Perludem: Putusan PN Jakpus adalah Skenario Kelompok Penunda Pemilu 

Penundaan Pemilu 2024 dinilai mencederai sistem demokrasi Indonesia

Rep: Febrianto Adi Saputro / Red: Nashih Nashrullah
 Manajer Program Perludem, Fadli Ramadhanil, menduga  putusan PN Jakpus ini adalah bagian dari skenario yang terus menerus dilakukan sebagian atau sekelompok orang untuk menunda penyelenggaraan pemilu 2024
Foto: Republika/Rakhmawaty La'lang
Manajer Program Perludem, Fadli Ramadhanil, menduga putusan PN Jakpus ini adalah bagian dari skenario yang terus menerus dilakukan sebagian atau sekelompok orang untuk menunda penyelenggaraan pemilu 2024

REPUBLIKA.CO.ID, JAKARTA – Perkumpulan untuk Pemilu dan Demokrasi (Perludem) menduga ada persekongkolan di balik putusan Pengadilan Negeri Jakarta Pusat (PN Jakpus) yang memerintahkan penundaan Pemilu 2024.
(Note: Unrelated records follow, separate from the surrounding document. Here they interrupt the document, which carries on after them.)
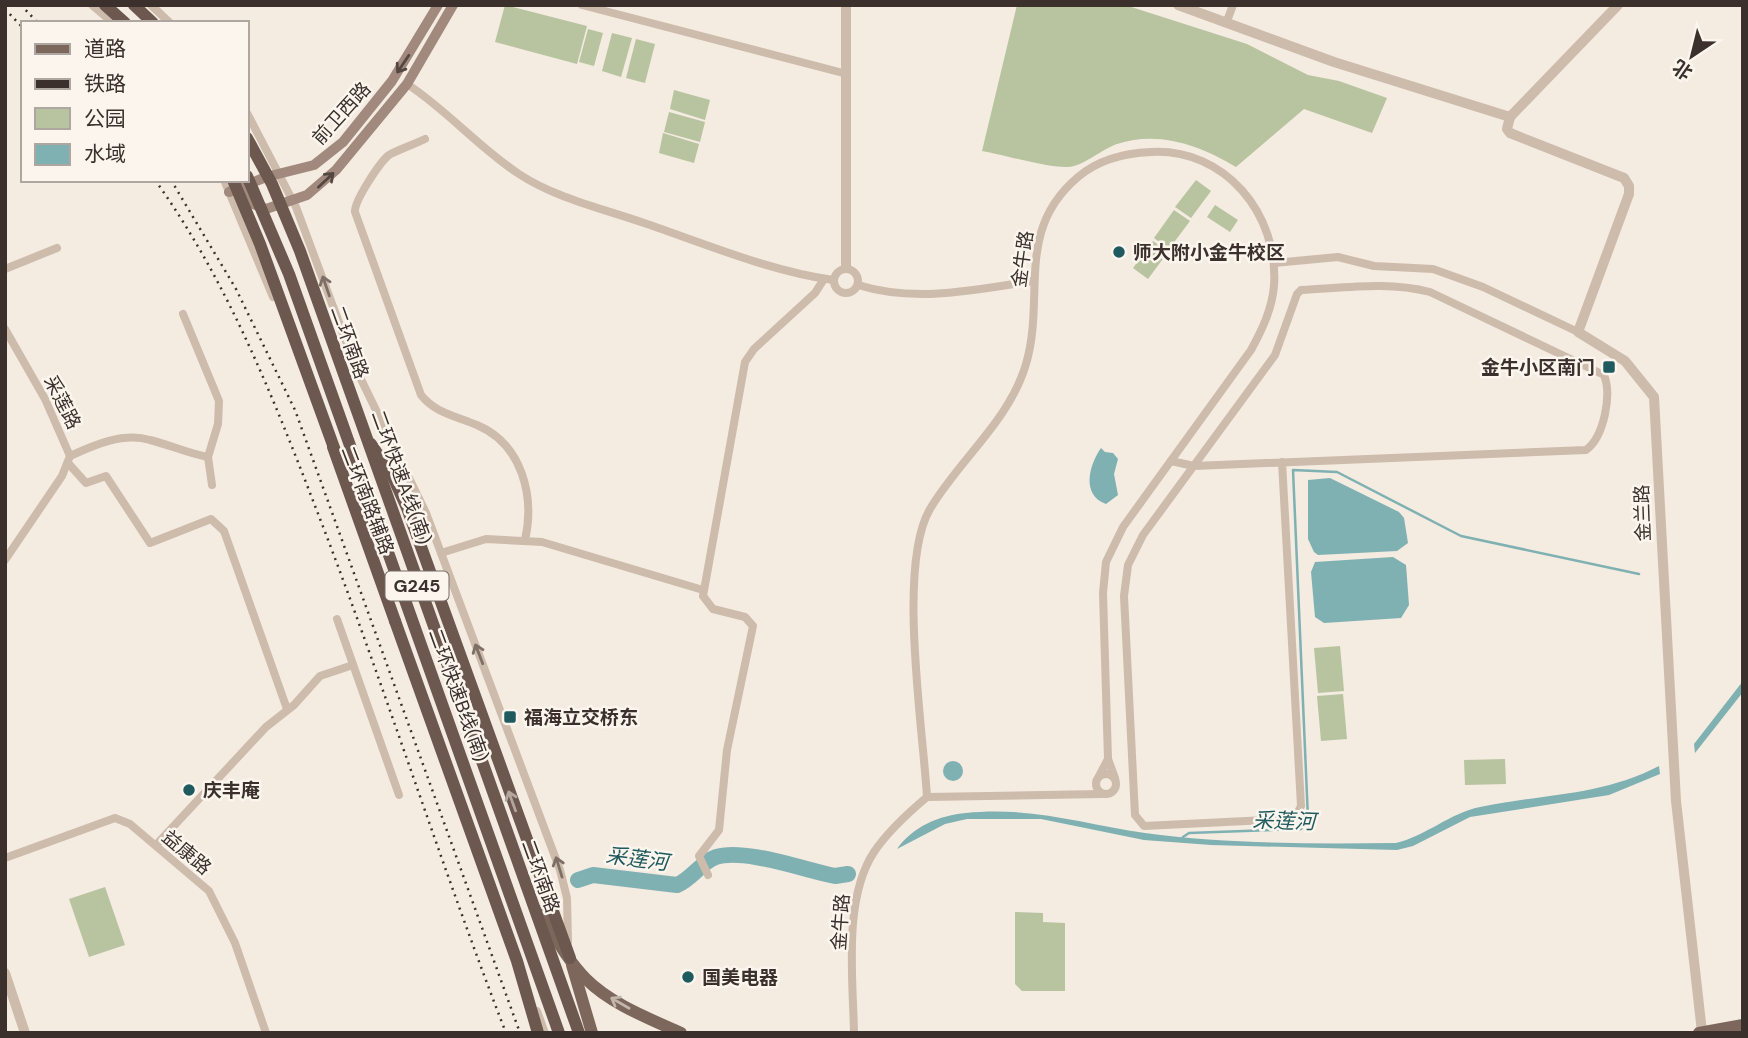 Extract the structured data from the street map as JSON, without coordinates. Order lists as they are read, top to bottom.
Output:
{
  "streets": {
    "highway": ["二环快速A线(南)", "二环快速B线(南)"],
    "main road": ["前卫西路", "二环南路", "G245"],
    "street": [
      "金牛路",
      "采莲路",
      "二环南路辅路",
      "金兰路",
      "益康路"
    ]
  },
  "crossings": [
    ["前卫西路", "二环南路"],
    ["二环南路", "二环快速A线(南)"],
    ["二环南路", "二环南路辅路"],
    ["二环南路", "二环快速B线(南)"],
    ["二环南路辅路", "二环快速B线(南)"]
  ],
  "water": ["采莲河"],
  "places": {
    "other": ["师大附小金牛校区", "庆丰庵", "国美电器"],
    "transit": ["金牛小区南门", "福海立交桥东"]
  },
  "legend": [
    "道路",
    "铁路",
    "公园",
    "水域"
  ],
  "north": "bottom left"
}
Putusan itu diduga merupakan bagian dari skenario besar, yang dibuat sekelompok orang yang memang sejak lama ingin menunda pemilu.  

Baca Juga

"Menurut saya ini (putusan PN Jakpus) bukan sesuatu yang muncul secara tiba-tiba. Saya menduga putusan PN Jakpus ini adalah bagian dari skenario yang terus menerus dilakukan sebagian atau sekelompok orang untuk menunda penyelenggaraan pemilu 2024," kata Manajer Program Perludem, Fadli Ramadhanil, dalam saat konferensi pers lewat kanal YouTube ICW, Ahad (5/3/2023). 

Fadli menjelaskan, gerakan kelompok tersebut untuk menunda pemilu sudah berlangsung sejak lama. 

Mereka telah menyusun rangkaian skenario dengan tujuan akhir penundaan Pemilu 2024. "Saya menduga putusan PN Jakpus ini adalah bagian dari skenario itu," ujarnya.  

Dia pun mengajak semua pihak untuk melawan kelompok dan segala upayanya untuk menunda pemilu. Gerakan mereka tidak bisa dibiarkan karena bakal "merobohkan" demokrasi Indonesia.  

Terkait putusan penundaan pemilu itu sendiri, Fadli menegaskan bahwa putusan tersebut bertentangan dengan UUD 1945 dan UU Pemilu. Sebab, konstitusi mengamanatkan pemilu digelar setiap lima tahun sekali.  

Selain itu, PN Jakpus juga tidak punya kewenangan mengadili sengketa pemilu, apalagi memutuskan penundaan pemilu. 

"Oleh karena itu, putusan tersebut sangat keliru dan tidak bisa dilaksanakan," ujar advokat peraih magister dari Fakultas Hukum Universitas Indonesia itu.  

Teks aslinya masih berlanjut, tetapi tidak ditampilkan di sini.